Spectral Non-Convex Optimization for Dimension Reduction with Hilbert-Schmidt Independence Criterion
Chieh Wu, Jared Miller, Yale Chang, Mario Sznaier, Jennifer Dy

TL;DR
This paper introduces a spectral optimization method for HSIC-based dimension reduction that handles non-linear kernels efficiently, providing theoretical guarantees and significant empirical improvements over existing methods.
Contribution
It develops a spectral-based optimization algorithm for HSIC that extends beyond linear kernels, offering local guarantees and a new initialization strategy.
Findings
Achieves up to 10^5 times faster runtime than existing algorithms.

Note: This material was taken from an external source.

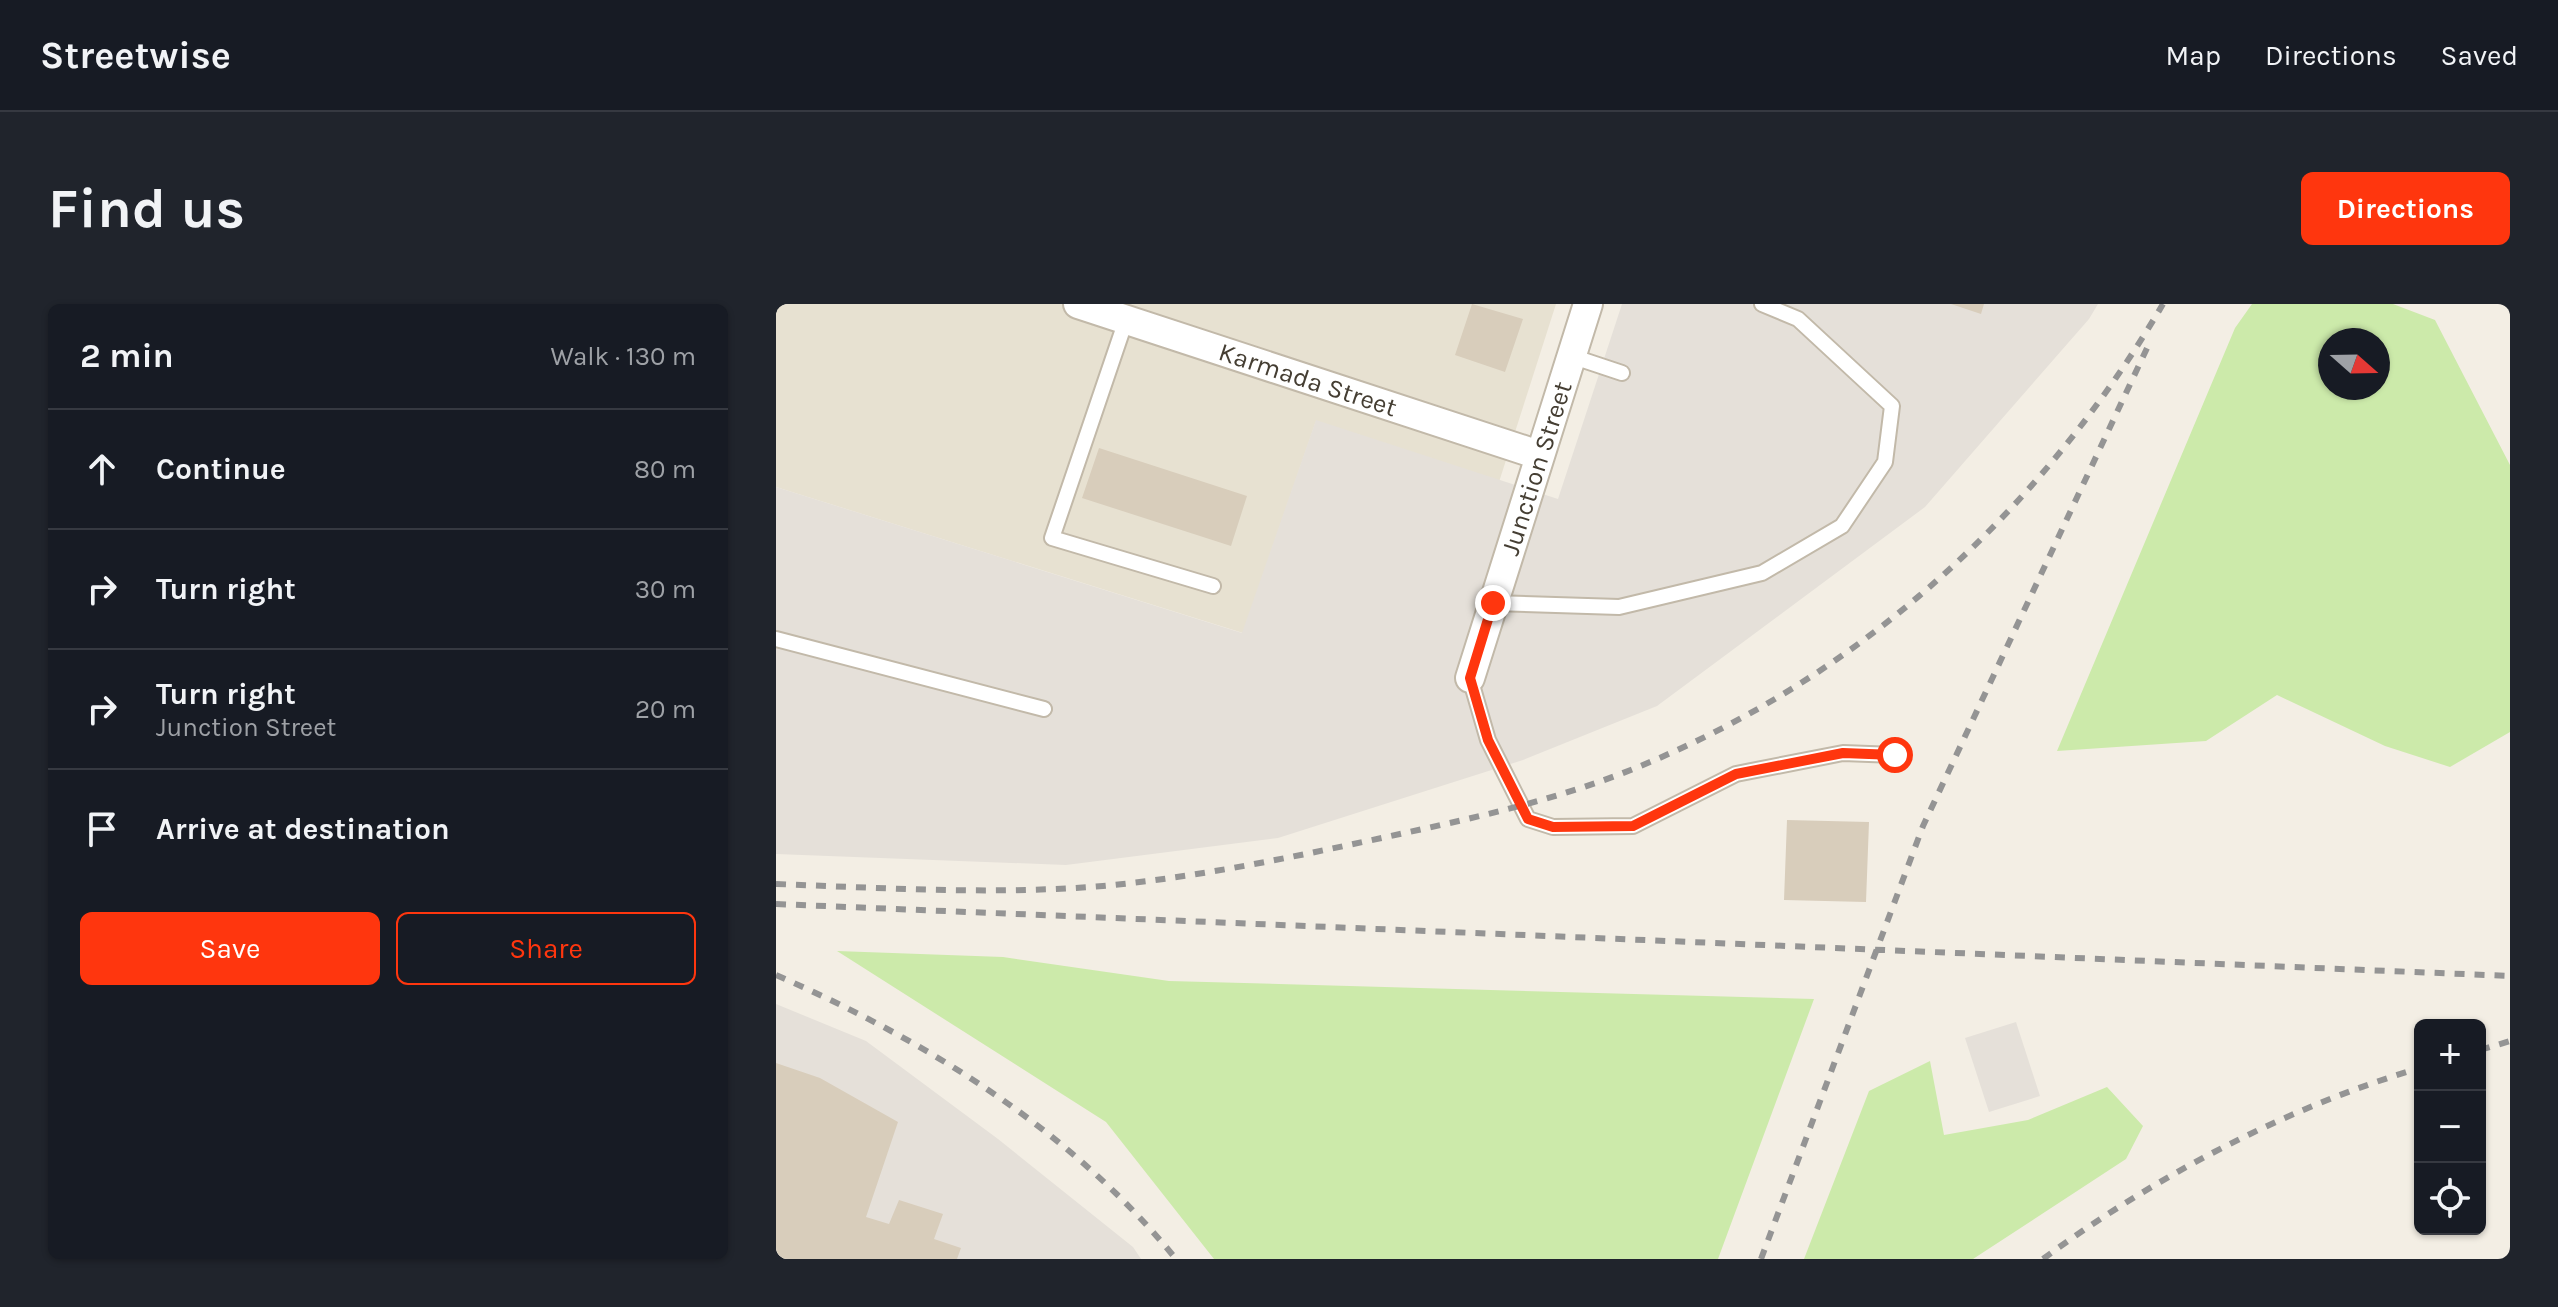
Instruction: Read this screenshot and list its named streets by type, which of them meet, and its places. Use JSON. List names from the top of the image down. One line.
{"streets":{"street":["Karmada Street","Junction Street"]},"crossings":[["Karmada Street","Junction Street"]],"north":"right","page":{"header":"Streetwise","nav":["Map","Directions","Saved"],"buttons":["Directions",["Save","Share"]],"title":"Find us","heading":["2 min","Walk · 130 m"],"list":[["Continue","80 m"],["Turn right","30 m"],["Turn right","Junction Street","20 m"],"Arrive at destination"],"map_buttons":["+","−"]}}
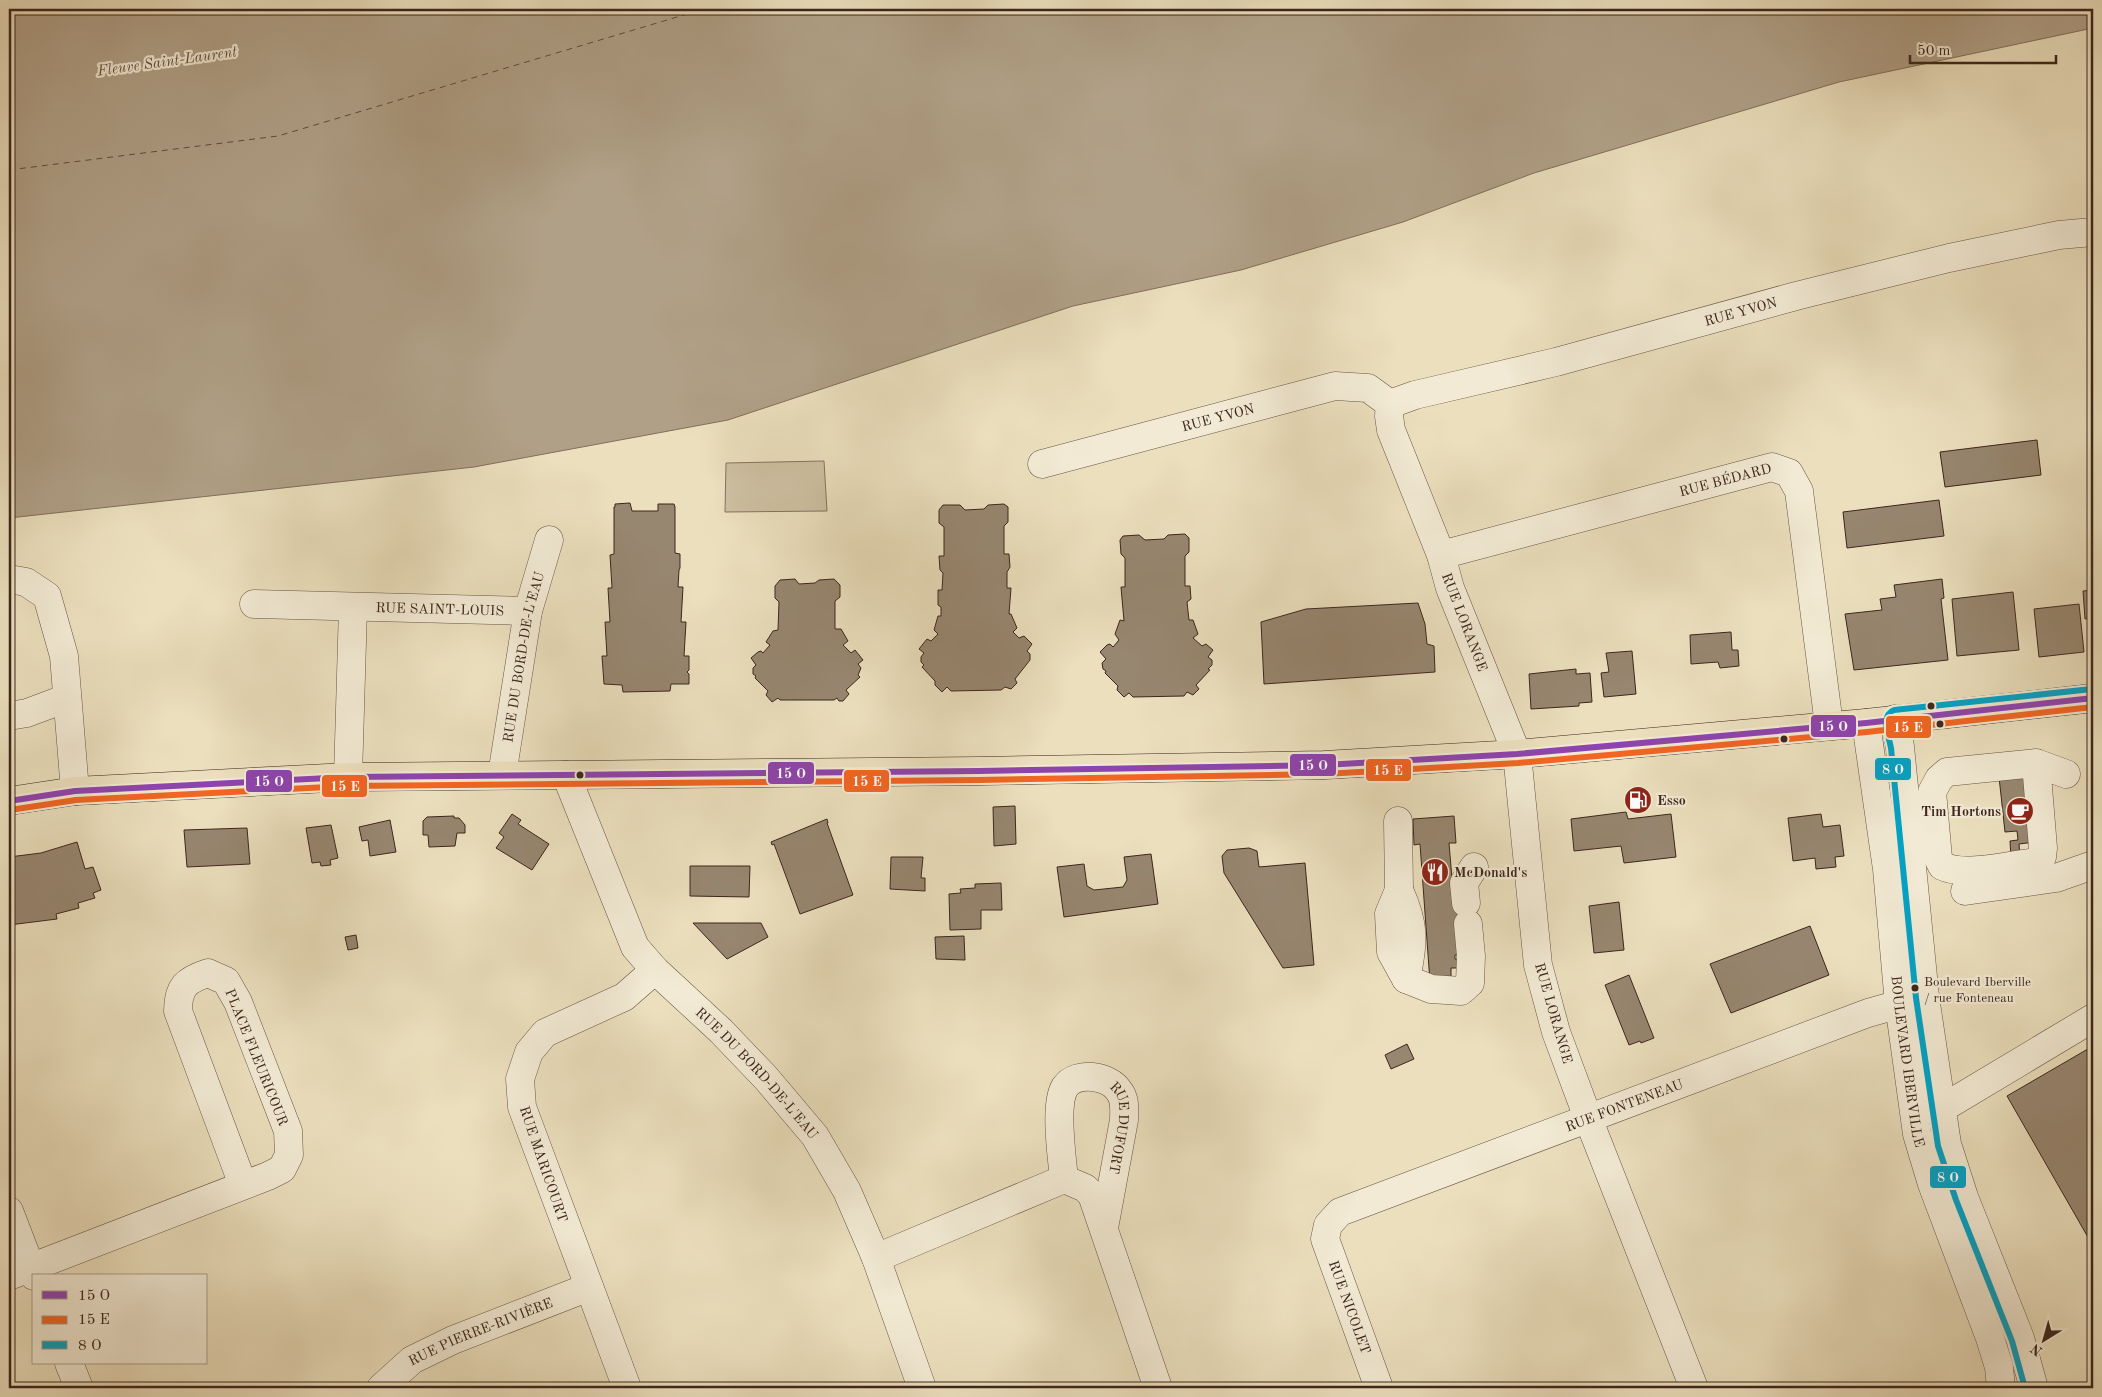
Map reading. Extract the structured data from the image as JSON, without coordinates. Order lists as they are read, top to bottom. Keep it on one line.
{"streets":{"street":["RUE YVON","RUE BÉDARD","RUE SAINT-LOUIS","RUE LORANGE","RUE DU BORD-DE-L'EAU","PLACE FLEURICOUR","BOULEVARD IBERVILLE","RUE FONTENEAU","RUE DUFORT","RUE MARICOURT","RUE NICOLET","RUE PIERRE-RIVIÈRE"]},"crossings":[["RUE YVON","RUE LORANGE"],["RUE BÉDARD","RUE LORANGE"],["RUE SAINT-LOUIS","RUE DU BORD-DE-L'EAU"],["RUE LORANGE","RUE FONTENEAU"],["RUE DU BORD-DE-L'EAU","RUE MARICOURT"],["BOULEVARD IBERVILLE","RUE FONTENEAU"],["RUE FONTENEAU","RUE NICOLET"],["RUE MARICOURT","RUE PIERRE-RIVIÈRE"]],"water":["Fleuve Saint-Laurent"],"places":{"fuel station":["Esso"],"cafe":["Tim Hortons"],"restaurant":["McDonald's"],"other":["Boulevard Iberville / rue Fonteneau"]},"legend":["15 O","15 E","8 O"],"scale_bar":"50 m","north":"bottom left"}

Consistently lower cost and error rates in classification and clustering tasks.
Successfully extends HSIC optimization to non-linear kernels.
Abstract
The Hilbert Schmidt Independence Criterion (HSIC) is a kernel dependence measure that has applications in various aspects of machine learning. Conveniently, the objectives of different dimensionality reduction applications using HSIC often reduce to the same optimization problem. However, the nonconvexity of the objective function arising from non-linear kernels poses a serious challenge to optimization efficiency and limits the potential of HSIC-based formulations. As a result, only linear kernels have been computationally tractable in practice. This paper proposes a spectral-based optimization algorithm that extends beyond the linear kernel. The algorithm identifies a family of suitable kernels and provides the first and second-order local guarantees when a fixed point is reached. Furthermore, we propose a principled initialization strategy, thereby removing the need to repeat the…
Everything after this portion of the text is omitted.